What Is The Difference Between The Cost Of Sales Of Foreign Trade Companies And Importers?

Sales cost refers to the production cost, labor cost and marketing cost of the products sold and other business cost expenses. In the profit statement and balance sheet of general enterprises, there is a column that needs to calculate the cost expense of this section. So what is the difference between the cost of sales of foreign trade companies and importers? How are they calculated?

Foreign trade companies

First of all, for foreign trade companies, since the export process does not involve the link of inventory, there is no need to do the sales cost accounting of inventory.

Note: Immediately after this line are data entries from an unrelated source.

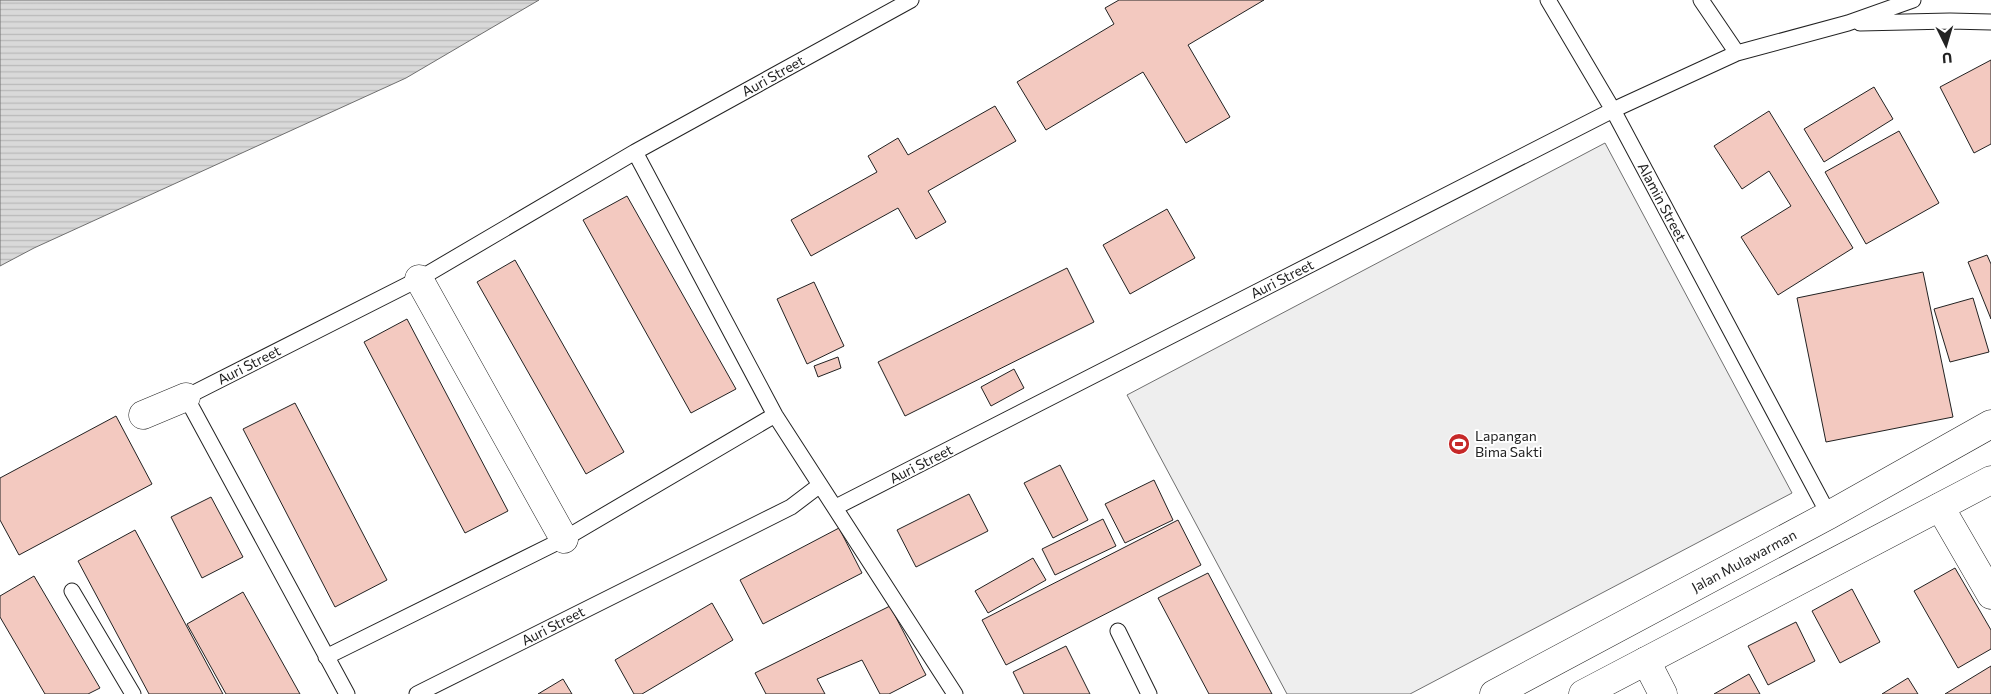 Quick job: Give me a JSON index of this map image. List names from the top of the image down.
{
  "streets": {
    "main road": ["Auri Street", "Jalan Mulawarman"],
    "lane": ["Alamin Street"]
  },
  "crossings": [
    ["Auri Street", "Alamin Street"],
    ["Alamin Street", "Jalan Mulawarman"]
  ],
  "places": {
    "sports": ["Lapangan Bima Sakti"]
  },
  "north": "bottom"
}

Therefore, in fact, the sales cost of foreign trade companies is the tax-inclusive RMB purchase price of the goods imported from the factory, which can also be said to be the value of the goods purchased.

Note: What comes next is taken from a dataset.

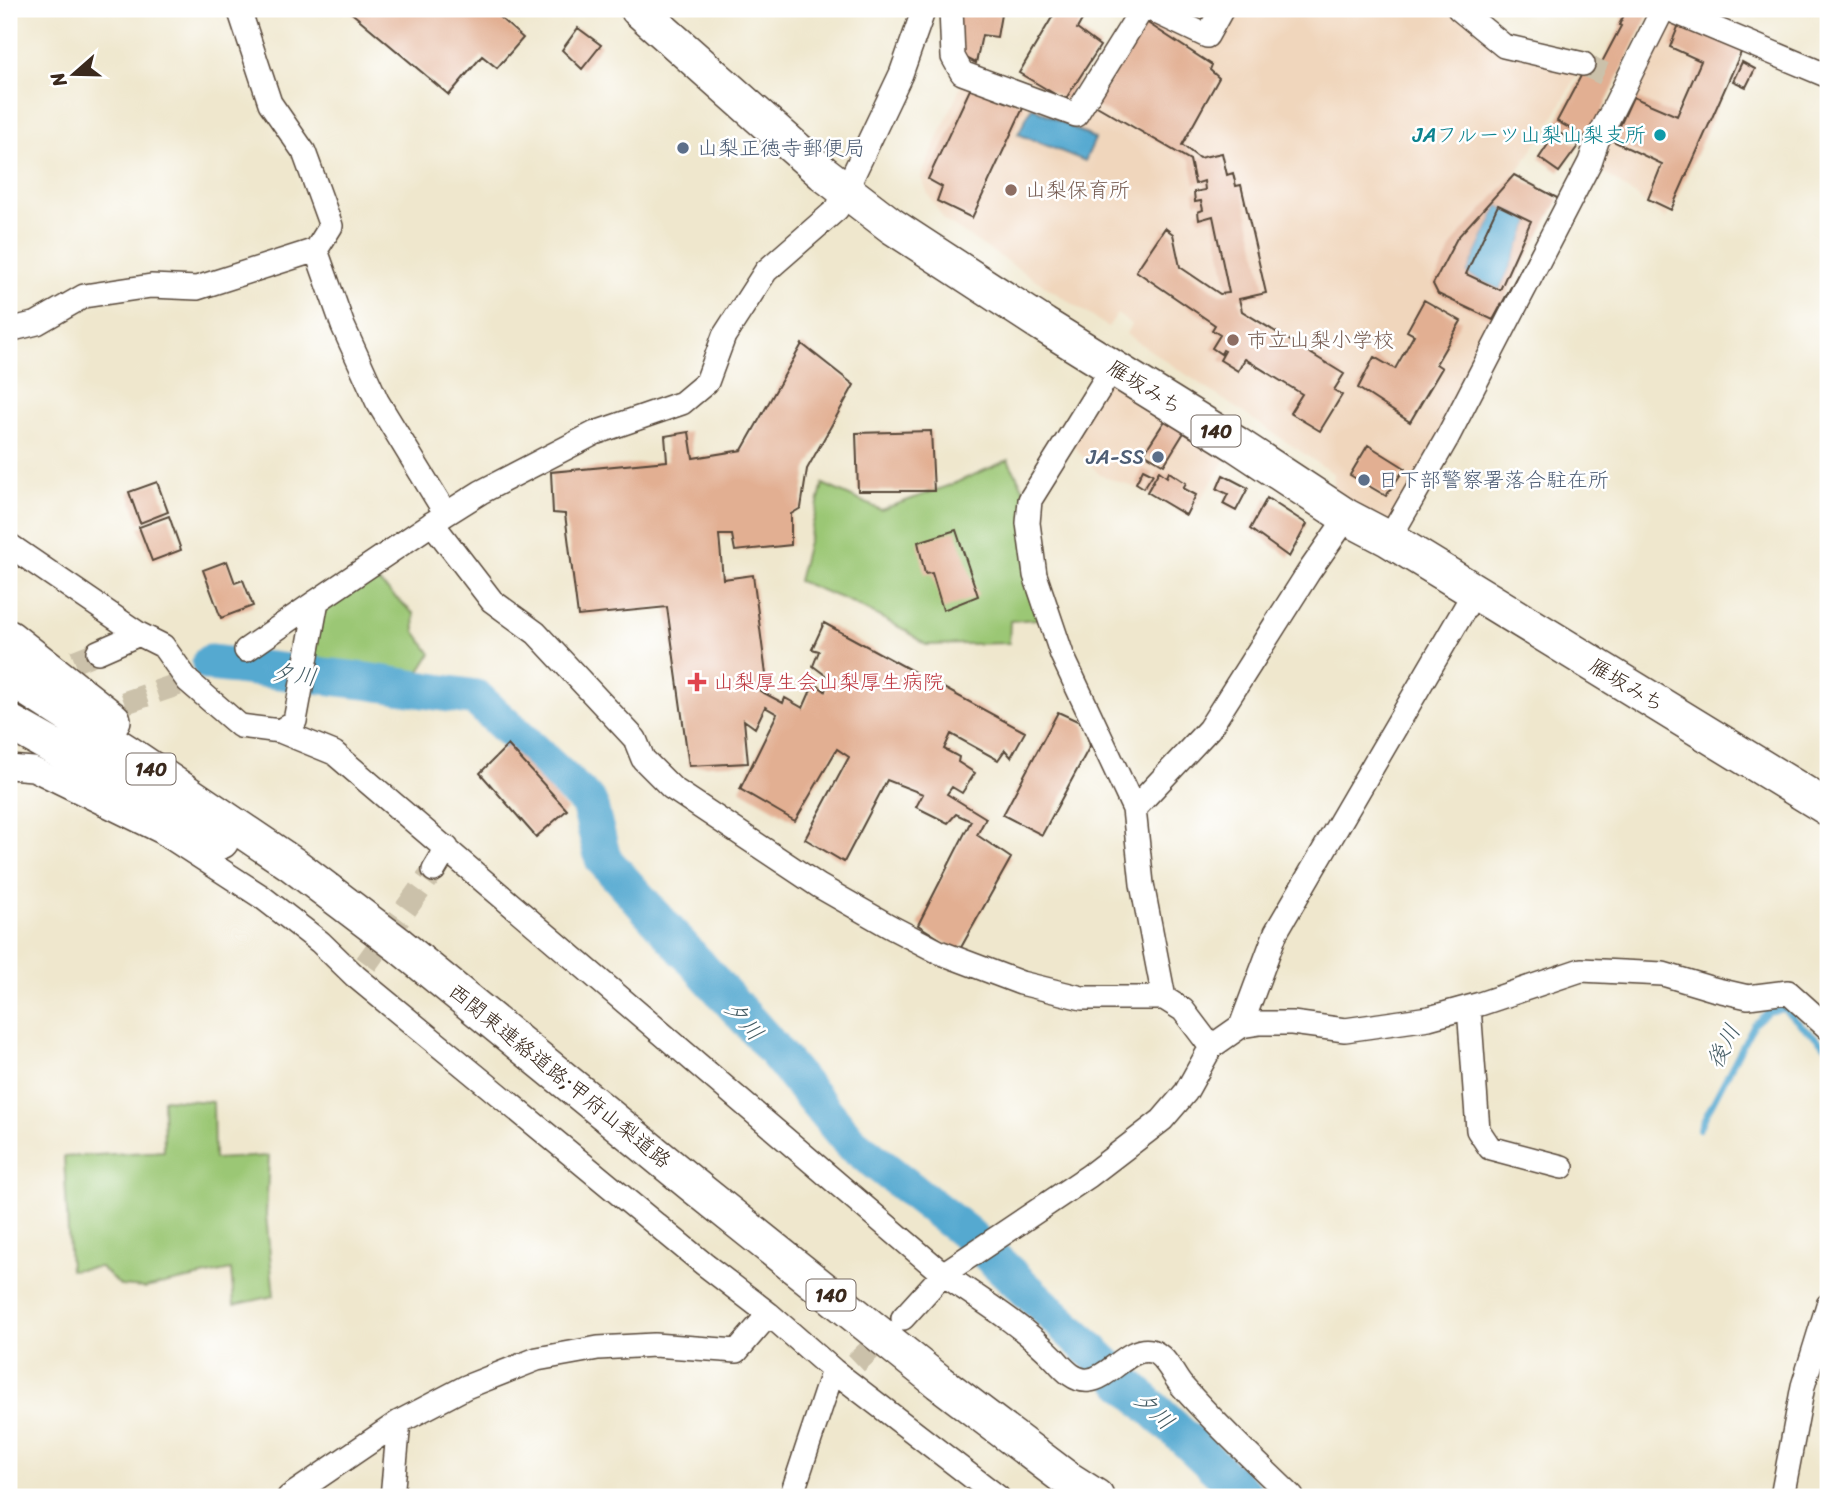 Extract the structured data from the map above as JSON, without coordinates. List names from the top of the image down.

One thing to note here is that the sales revenue, sales cost and sales expenses of foreign trade companies should be distinguished.

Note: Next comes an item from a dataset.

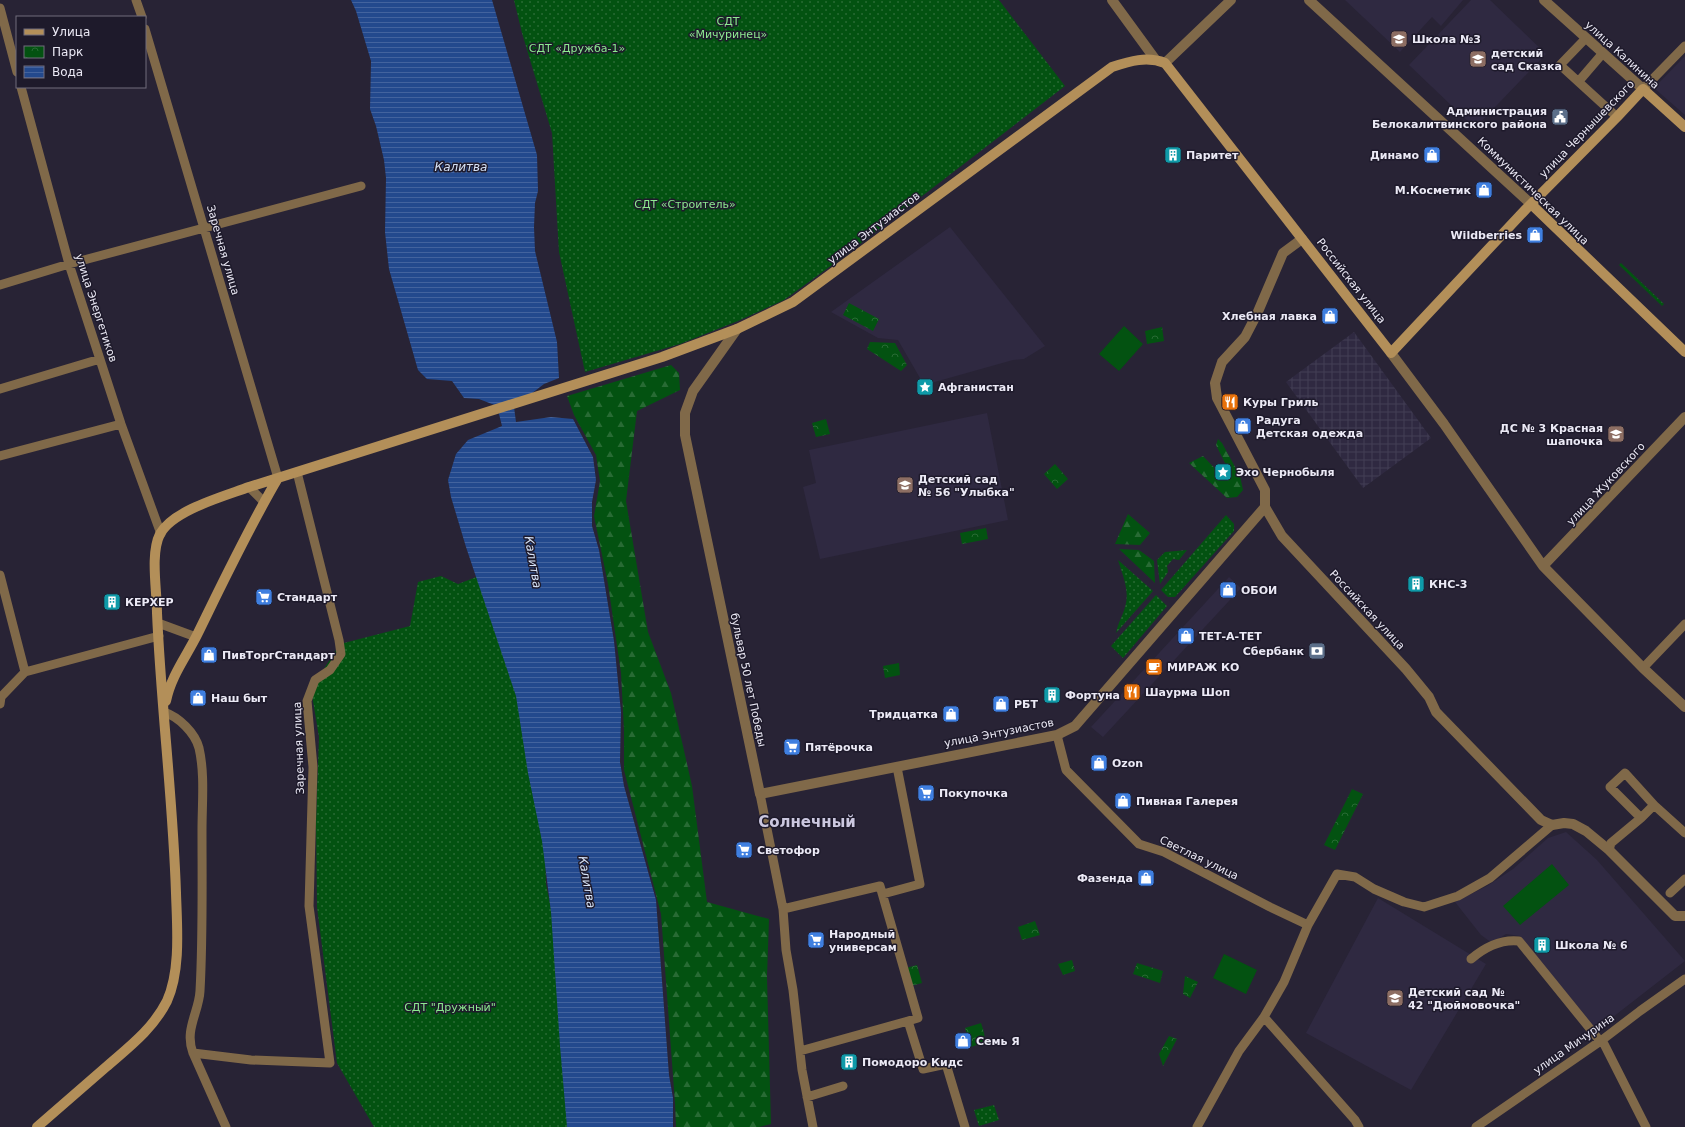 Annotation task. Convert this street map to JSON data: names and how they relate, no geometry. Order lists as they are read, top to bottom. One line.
{"streets":{"main road":["улица Калинина","улица Чернышевского","Коммунистическая улица","улица Энтузиастов","Российская улица"],"street":["Заречная улица","улица Энергетиков","улица Жуковского","бульвар 50 лет Победы","Светлая улица","улица Мичурина"]},"crossings":[["улица Калинина","улица Чернышевского"],["улица Чернышевского","Коммунистическая улица"],["улица Чернышевского","Российская улица"],["улица Энтузиастов","Заречная улица"],["улица Энтузиастов","Российская улица"],["улица Энтузиастов","улица Энергетиков"],["улица Энтузиастов","бульвар 50 лет Победы"],["улица Энтузиастов","Светлая улица"],["Российская улица","улица Жуковского"]],"districts":["Солнечный"],"water":["Калитва"],"parks":["СДТ «Мичуринец»","СДТ «Дружба-1»","СДТ «Строитель»","СДТ \"Дружный\""],"places":{"school or university":["Школа №3","детский сад Сказка","ДС № 3 Красная шапочка","Детский сад № 56 \"Улыбка\"","Детский сад № 42 \"Дюймовочка\""],"public building":["Администрация Белокалитвинского района"],"building":["Паритет","КНС-3","КЕРХЕР","Фортуна","Школа № 6","Помодоро Кидс"],"shop":["Динамо","М.Косметик","Wildberries","Хлебная лавка","Радуга Детская одежда","ОБОИ","ТЕТ-А-ТЕТ","ПивТоргСтандарт","Наш быт","РБТ","Тридцатка","Ozon","Пивная Галерея","Фазенда","Семь Я"],"place":["Афганистан","Эхо Чернобыля"],"restaurant":["Куры Гриль","Шаурма Шоп"],"supermarket":["Стандарт","Пятёрочка","Покупочка","Светофор","Народный универсам"],"bank":["Сбербанк"],"cafe":["МИРАЖ КО"]},"legend":["Улица","Парк","Вода"]}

The sales income of foreign trade companies is mainly composed of export sales income and tax rebate income of state subsidies. Export enterprises get additional subsidy income in line with tax rebate, which is actually included in the category of sales income. The cost of sales is the value of the goods actually purchased by the foreign trade company from the factory. Sales expense refers to the sales expense and financial expense directly generated in the process of sales and marketing. For example, the inland freight of the purchased goods from the factory to the port; Port miscellaneous fees incurred in customs declaration, document exchange, weight lifting, packing and other operations at the port; A handling charge charged by the bank at the time of receipt; Shipping charges for export customs clearance documents, packing lists, invoices, certificates of origin and other documents.

As can be seen from the above description, the sales cost of foreign trade companies can actually be regarded as the actual purchase cost.


Then, for the importer, after he imports the goods, he needs to do the inventory storage of the goods, so the importer's cost of sales needs to be accounted for the cost of inventory.

After the imported goods are sent to the importer's warehouse, they need to go through a series of storage processes such as warehousing, inventory, inspection, and shelf placement. This process will incur labor costs. Will the costs incurred in this part of the warehousing be accounted for in the inventory cost?

In fact, the circulation-type enterprises such as importers, the expenses incurred in the warehousing process are the daily operation and management expenses, which is different from the manufacturer. The inventory costs of production enterprises include the storage of raw materials purchased, the storage of workshop products in production, and the storage of final finished products. The three parts are production-related costs and management costs, which are much simpler than those of circulation enterprises. However, storage costs are actually management and circulation costs in daily operations. Therefore, for circulation enterprises, this part of daily operating expenses is not accounted for in the cost of inventory, so it will not be accounted for in the cost of sales of importers.

Overall, the importer's cost of sales is the amount of the initial inventory plus the additional cost of purchasing, minus the amount of the final inventory at the end of the period. In terms of a single order, the cost of sales of an import only notices the actual purchase cost of the imported goods and all the costs incurred in the import process.